From the blog.

Managing Digital Racket
The more I tune out, the less I miss it. But that has presented me with some complex choices for a nuanced approach to curb
Complexity – My Friend, My Enemy
Over my years of network engineering, I've learned that the fewer features you can implement while still achieving a business goal, the better. Why? Fewer

Work Projects Keepin’ Me Busy: 10-Gig Rollout + New MDF + RMON

1,113 Words. Plan about 7 minute(s) to read this.

I am buried at work. That is to say, happily buried. I bore easily; it’s a mistake to me give too little to do. The more projects on my plate, and the more challenging they are, the happier I am. These days, I’m just buried with stuff to do – it’s awesome. Not all of them are super-interesting, but here’s a few of more Cisco-oriented projects I’m dealing with.

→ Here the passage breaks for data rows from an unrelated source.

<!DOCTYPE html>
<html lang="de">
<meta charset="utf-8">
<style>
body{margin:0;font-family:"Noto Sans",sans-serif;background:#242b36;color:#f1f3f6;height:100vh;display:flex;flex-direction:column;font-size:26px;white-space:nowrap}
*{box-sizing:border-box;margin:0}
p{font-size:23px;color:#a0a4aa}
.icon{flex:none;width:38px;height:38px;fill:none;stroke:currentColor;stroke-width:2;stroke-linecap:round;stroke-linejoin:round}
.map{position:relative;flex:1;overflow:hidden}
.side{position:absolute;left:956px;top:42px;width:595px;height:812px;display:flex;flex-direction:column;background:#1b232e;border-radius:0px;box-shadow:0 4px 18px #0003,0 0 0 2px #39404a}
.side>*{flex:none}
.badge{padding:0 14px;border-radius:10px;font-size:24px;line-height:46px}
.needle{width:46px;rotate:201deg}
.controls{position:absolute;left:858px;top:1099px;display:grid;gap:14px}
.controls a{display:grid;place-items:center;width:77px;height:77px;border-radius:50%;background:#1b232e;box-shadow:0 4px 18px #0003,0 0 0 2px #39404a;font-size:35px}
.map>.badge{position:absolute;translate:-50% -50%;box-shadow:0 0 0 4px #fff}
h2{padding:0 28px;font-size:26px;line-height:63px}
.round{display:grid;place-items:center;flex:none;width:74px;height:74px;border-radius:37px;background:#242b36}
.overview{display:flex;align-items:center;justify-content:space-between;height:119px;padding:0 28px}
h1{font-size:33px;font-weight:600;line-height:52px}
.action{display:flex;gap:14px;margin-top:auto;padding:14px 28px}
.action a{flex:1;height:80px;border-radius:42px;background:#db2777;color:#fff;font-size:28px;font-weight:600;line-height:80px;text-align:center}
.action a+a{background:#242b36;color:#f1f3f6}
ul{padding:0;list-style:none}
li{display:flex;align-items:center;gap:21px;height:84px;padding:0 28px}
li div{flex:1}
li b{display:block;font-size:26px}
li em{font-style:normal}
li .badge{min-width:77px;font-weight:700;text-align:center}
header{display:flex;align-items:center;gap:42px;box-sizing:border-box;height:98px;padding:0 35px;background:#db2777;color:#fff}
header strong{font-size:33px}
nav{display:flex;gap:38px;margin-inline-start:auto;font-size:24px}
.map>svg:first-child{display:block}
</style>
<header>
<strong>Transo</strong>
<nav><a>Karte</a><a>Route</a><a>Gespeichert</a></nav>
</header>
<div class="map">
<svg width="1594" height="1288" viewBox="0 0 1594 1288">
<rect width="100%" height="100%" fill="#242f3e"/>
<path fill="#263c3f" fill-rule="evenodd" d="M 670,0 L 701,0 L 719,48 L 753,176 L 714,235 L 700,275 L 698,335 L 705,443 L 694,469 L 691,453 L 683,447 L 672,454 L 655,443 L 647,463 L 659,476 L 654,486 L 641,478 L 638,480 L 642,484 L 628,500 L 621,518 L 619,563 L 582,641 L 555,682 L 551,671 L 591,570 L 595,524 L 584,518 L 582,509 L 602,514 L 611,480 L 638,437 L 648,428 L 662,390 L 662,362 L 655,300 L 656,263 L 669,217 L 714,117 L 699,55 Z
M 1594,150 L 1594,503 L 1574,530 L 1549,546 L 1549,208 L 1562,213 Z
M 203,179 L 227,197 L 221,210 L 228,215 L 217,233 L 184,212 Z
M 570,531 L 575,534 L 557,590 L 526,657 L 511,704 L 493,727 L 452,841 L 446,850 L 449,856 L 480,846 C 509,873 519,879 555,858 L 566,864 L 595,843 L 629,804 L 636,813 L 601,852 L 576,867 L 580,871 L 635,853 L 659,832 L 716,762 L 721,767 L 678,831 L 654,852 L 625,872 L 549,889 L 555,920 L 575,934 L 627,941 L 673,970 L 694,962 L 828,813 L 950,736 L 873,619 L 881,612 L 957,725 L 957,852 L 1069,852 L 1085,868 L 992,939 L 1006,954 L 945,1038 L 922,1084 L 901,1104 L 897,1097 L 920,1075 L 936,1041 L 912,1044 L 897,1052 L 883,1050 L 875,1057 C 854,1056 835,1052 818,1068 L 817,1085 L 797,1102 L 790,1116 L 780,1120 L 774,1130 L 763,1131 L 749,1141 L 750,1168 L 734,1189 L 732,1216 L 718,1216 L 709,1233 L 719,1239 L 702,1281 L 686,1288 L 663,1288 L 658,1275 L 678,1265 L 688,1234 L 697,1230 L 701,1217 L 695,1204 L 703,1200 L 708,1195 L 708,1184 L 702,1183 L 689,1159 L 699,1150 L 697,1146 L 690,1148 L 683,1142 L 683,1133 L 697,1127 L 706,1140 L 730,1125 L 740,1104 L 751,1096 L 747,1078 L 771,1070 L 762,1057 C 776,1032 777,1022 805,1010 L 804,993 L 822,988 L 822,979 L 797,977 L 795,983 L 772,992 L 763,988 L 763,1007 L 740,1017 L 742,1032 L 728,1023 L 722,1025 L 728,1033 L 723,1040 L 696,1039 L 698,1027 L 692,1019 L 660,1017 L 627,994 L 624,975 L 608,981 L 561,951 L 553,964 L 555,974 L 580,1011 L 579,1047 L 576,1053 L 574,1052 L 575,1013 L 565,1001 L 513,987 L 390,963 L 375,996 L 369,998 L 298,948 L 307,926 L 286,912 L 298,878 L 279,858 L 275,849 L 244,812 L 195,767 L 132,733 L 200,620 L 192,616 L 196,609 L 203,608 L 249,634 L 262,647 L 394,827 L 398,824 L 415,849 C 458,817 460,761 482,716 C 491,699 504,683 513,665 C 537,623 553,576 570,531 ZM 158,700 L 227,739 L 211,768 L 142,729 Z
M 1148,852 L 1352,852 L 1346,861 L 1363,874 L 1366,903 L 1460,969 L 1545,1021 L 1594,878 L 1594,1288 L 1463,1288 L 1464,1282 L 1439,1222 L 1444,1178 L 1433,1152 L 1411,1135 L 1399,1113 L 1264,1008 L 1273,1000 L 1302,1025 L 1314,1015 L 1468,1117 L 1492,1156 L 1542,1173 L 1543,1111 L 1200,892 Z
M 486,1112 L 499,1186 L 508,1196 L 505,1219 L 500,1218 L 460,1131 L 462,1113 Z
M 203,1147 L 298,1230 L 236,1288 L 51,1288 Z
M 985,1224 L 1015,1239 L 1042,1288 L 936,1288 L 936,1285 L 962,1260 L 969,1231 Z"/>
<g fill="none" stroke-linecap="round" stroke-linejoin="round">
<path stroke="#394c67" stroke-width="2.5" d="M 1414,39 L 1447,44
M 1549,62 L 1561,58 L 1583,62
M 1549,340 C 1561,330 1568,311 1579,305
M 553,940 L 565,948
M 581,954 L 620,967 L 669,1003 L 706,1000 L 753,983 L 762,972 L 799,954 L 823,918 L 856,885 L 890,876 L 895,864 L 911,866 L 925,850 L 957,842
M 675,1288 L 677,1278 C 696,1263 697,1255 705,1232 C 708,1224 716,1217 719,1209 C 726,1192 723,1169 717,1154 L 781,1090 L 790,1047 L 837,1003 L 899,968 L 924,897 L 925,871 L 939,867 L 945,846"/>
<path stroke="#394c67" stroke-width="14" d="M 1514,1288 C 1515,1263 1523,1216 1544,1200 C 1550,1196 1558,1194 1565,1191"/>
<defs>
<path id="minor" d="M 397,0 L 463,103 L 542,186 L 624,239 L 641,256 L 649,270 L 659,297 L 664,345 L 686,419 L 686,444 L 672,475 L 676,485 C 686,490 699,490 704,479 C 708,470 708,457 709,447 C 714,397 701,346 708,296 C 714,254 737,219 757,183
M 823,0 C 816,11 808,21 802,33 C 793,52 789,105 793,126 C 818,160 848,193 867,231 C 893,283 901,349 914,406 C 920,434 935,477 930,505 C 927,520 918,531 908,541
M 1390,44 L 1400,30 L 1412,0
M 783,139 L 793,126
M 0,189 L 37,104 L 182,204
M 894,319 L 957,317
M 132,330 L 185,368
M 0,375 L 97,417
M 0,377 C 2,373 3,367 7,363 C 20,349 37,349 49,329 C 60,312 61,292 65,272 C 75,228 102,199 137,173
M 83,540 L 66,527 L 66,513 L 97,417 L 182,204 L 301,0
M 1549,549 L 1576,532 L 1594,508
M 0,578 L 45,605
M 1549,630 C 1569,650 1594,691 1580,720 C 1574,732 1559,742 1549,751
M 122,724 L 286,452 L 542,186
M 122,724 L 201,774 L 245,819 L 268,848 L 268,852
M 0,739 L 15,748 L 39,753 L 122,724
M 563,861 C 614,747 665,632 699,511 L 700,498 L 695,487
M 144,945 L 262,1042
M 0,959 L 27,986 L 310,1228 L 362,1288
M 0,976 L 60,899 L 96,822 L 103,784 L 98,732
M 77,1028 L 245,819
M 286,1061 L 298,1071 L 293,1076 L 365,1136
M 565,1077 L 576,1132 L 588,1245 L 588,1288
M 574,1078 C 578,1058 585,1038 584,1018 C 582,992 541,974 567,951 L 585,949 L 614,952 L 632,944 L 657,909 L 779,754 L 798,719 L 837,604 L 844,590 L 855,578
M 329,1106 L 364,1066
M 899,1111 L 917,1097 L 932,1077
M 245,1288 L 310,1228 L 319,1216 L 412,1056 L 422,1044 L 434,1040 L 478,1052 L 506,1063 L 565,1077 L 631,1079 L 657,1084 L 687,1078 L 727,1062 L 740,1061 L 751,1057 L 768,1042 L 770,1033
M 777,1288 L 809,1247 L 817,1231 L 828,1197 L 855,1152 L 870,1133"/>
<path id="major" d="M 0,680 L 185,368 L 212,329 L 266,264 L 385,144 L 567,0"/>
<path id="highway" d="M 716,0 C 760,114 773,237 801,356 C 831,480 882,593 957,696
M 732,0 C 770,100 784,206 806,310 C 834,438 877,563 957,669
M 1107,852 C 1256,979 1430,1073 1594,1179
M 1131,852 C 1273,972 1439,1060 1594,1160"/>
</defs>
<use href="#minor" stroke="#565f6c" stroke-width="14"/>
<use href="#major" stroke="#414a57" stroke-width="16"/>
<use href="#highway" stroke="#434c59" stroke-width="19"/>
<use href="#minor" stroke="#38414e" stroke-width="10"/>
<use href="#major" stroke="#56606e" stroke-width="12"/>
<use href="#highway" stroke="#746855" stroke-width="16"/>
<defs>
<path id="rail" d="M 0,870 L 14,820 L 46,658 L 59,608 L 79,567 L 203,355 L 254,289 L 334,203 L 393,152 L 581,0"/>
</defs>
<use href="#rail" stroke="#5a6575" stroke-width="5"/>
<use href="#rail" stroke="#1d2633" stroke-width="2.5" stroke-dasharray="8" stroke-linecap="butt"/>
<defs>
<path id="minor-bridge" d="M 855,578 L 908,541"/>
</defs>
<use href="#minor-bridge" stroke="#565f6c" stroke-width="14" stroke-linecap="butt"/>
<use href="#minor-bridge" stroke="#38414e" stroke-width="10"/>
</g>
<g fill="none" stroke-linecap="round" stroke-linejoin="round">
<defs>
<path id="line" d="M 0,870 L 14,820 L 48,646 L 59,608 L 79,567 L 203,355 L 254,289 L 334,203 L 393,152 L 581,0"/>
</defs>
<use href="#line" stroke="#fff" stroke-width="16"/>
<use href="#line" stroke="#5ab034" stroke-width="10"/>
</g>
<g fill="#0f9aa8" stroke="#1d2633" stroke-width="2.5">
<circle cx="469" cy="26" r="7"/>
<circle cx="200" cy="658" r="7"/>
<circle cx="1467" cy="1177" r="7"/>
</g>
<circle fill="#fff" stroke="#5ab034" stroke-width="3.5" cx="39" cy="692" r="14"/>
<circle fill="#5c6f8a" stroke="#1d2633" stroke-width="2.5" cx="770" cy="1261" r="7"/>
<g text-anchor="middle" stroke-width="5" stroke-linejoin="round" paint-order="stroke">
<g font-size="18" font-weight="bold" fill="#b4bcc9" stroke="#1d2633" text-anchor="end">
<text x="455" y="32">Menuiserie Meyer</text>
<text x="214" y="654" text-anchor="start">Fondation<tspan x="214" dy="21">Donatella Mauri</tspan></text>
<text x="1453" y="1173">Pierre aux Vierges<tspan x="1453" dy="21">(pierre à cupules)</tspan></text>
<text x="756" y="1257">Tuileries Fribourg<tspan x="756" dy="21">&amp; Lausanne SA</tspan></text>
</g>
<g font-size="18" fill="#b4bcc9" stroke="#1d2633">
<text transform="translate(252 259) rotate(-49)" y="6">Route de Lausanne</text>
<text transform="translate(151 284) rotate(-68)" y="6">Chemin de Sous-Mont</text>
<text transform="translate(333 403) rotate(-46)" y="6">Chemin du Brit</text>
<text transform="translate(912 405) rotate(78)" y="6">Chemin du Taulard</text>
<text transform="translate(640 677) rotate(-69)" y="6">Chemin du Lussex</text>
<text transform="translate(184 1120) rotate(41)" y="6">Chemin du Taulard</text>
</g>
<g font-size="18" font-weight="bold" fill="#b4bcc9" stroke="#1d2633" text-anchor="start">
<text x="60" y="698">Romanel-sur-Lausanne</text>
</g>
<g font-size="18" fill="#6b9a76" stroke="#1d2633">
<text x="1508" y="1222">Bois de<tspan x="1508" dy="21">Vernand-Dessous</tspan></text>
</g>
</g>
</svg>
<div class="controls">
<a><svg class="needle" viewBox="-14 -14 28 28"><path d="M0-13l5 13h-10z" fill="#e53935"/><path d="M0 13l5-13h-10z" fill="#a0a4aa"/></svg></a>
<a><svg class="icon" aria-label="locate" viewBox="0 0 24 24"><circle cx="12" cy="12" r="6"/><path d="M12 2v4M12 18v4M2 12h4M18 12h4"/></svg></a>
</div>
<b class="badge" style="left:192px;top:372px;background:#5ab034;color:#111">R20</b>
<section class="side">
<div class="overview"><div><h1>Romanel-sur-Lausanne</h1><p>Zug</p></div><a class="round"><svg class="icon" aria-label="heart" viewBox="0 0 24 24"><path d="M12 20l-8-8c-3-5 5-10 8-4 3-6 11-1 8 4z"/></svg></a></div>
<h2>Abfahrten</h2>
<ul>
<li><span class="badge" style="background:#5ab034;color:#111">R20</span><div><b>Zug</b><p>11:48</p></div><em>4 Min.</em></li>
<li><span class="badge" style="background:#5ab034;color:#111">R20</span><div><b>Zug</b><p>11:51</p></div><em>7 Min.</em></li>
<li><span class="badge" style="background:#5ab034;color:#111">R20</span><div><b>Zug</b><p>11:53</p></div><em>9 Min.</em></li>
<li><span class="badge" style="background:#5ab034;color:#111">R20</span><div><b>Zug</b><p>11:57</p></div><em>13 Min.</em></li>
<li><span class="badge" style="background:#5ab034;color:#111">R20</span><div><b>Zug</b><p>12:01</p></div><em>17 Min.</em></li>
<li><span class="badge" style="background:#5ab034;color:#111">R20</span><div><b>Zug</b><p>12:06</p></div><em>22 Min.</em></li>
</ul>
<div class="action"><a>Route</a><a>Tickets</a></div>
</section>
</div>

  1. 10-Gig Rollout (core/dist). We have a growing need for 10-gigabit ethernet in our cores. Intra-data center replication traffic among various SAN arrays is saturating some of the Gig-E links that interconnect the core 6500s. Last fall, we were seeing outDiscards climb on the etherchannel connecting core 6500s, because one member of an etherchannel was saturated. I put a stop-gap in place by changing the etherchannel load-balancing method to “src-dst-port”, which distributed the load more evenly across the members, and outDiscards pretty much went away. Even so, we need to get more pipe in between core switches – that’s just the way it is. The problem will only get worse, and changing the load-balancing method was just a finger plugging the leaking dike.

    To that end, I’m working through a project plan to test each step for the upgrade to 10-gig to interconnect the core 6500s. Of course, that means an IOS upgrade to support the WS-X6708-10G-3C. Which of course means CHOOSING an IOS to upgrade to (we’re going with a SafeHarbor release of some flavor). It’s a reasonably straightforward process to upgrade a 6500 with redundant sup engines, but you gotta have your ducks in a row to make sure you minimize risk to production traffic.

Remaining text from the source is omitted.